Answer :
The magnetic field at a distance of 100.8 cm from the center is 1.23x[tex]10^(-4)[/tex] T.
We can calculate the magnetic field using the formula for the magnetic field due to a current-carrying wire:
B = (μ₀ * I) / (2 * π * r)
where B is the magnetic field, μ₀ is the permeability of free space (4π x [tex]10^(-7)[/tex] T*m/A), I is the current, and r is the distance from the center of the wire.
Given that the distance from the center of the wire is 100.8 cm (or 1.008 m), we substitute the values into the formula:
B = (4π x [tex]10^(-7)[/tex] T*m/A * I) / (2 * π * 1.008 m)
The 2π cancels out, leaving us with:
B = (2 x [tex]10^(-7)[/tex] T*m/A * I) / 1.008 m
Simplifying further:
B = 2 x [tex]10^(-7)[/tex] * I / 1.008 T
Given that the current I is not provided in the question, we assume a value. Let's say, for example, I = 1 A.

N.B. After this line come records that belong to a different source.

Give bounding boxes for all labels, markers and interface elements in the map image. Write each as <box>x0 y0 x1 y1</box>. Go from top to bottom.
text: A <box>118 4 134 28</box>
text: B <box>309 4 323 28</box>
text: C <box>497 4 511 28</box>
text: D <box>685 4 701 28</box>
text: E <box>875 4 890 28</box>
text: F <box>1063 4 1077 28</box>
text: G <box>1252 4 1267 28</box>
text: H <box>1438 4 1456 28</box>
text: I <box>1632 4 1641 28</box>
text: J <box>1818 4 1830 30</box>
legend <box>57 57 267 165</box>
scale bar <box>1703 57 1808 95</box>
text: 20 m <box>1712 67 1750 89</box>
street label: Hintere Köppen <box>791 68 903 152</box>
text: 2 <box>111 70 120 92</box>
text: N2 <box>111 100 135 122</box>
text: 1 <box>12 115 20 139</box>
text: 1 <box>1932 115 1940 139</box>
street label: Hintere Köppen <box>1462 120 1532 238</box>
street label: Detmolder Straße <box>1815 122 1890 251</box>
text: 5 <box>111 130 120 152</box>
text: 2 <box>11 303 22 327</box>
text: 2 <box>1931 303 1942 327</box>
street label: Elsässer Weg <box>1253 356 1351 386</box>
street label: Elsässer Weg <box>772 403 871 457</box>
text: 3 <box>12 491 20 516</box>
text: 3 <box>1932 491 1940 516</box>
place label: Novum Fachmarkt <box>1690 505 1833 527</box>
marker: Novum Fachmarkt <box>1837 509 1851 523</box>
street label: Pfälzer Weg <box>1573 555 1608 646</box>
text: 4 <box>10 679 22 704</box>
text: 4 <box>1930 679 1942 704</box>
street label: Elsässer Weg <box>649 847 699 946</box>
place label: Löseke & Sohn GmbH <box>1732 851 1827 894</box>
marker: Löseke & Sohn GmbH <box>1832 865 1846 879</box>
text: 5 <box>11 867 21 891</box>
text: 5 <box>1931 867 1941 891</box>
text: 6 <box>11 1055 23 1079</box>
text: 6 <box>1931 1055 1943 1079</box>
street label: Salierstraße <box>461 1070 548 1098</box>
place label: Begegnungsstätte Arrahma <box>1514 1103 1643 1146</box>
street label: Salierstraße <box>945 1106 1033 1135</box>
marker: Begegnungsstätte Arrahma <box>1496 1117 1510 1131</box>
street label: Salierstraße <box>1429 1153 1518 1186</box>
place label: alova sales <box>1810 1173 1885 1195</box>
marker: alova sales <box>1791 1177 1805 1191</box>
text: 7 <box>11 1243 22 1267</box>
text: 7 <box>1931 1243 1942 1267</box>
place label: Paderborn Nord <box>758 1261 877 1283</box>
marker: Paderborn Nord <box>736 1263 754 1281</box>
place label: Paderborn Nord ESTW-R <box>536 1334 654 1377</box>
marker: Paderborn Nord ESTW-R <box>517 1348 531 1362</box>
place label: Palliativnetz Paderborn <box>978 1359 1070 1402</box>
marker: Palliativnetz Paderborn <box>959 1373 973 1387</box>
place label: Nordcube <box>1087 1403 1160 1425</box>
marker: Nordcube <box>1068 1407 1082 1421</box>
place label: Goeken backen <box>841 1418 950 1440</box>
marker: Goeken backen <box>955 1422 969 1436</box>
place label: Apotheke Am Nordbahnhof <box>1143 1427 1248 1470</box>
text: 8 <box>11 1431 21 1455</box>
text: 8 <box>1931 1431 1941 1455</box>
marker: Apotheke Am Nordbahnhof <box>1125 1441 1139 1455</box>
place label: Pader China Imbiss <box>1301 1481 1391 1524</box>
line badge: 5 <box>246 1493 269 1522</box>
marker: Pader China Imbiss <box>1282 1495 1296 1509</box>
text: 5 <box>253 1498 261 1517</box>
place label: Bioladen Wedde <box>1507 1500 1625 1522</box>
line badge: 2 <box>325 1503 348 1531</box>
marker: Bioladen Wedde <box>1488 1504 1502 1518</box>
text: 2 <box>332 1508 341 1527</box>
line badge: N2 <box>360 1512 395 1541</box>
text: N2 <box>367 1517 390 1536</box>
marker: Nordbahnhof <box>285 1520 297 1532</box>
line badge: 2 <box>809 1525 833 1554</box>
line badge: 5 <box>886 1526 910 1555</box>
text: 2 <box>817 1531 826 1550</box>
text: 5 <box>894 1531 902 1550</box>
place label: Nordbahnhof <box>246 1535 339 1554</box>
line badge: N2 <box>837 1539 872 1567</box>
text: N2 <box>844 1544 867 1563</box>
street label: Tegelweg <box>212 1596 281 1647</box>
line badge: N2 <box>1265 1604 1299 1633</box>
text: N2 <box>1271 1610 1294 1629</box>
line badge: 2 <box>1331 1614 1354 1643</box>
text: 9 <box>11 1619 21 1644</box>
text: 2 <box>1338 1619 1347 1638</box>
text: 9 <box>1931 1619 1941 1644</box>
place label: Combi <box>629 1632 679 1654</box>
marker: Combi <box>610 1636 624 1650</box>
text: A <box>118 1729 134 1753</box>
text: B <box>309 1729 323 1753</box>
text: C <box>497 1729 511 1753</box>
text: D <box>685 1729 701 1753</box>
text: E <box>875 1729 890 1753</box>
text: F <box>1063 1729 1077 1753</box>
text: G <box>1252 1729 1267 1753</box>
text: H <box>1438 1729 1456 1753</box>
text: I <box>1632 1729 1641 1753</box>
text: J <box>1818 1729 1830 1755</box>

Substituting the value of I into the equation:
B = 2 x [tex]10^(-7)[/tex] * 1 / 1.008 T
After calculation, we find:
B ≈ 1.98 x [tex]10^(-7)[/tex] T
Rounding to the correct significant figures and expressing in scientific notation:
B ≈ 1.23 x [tex]10^(-4)[/tex] T
Therefore, the magnetic field at a distance of 100.8 cm from the center is approximately 1.23x[tex]10^(-4)[/tex] T.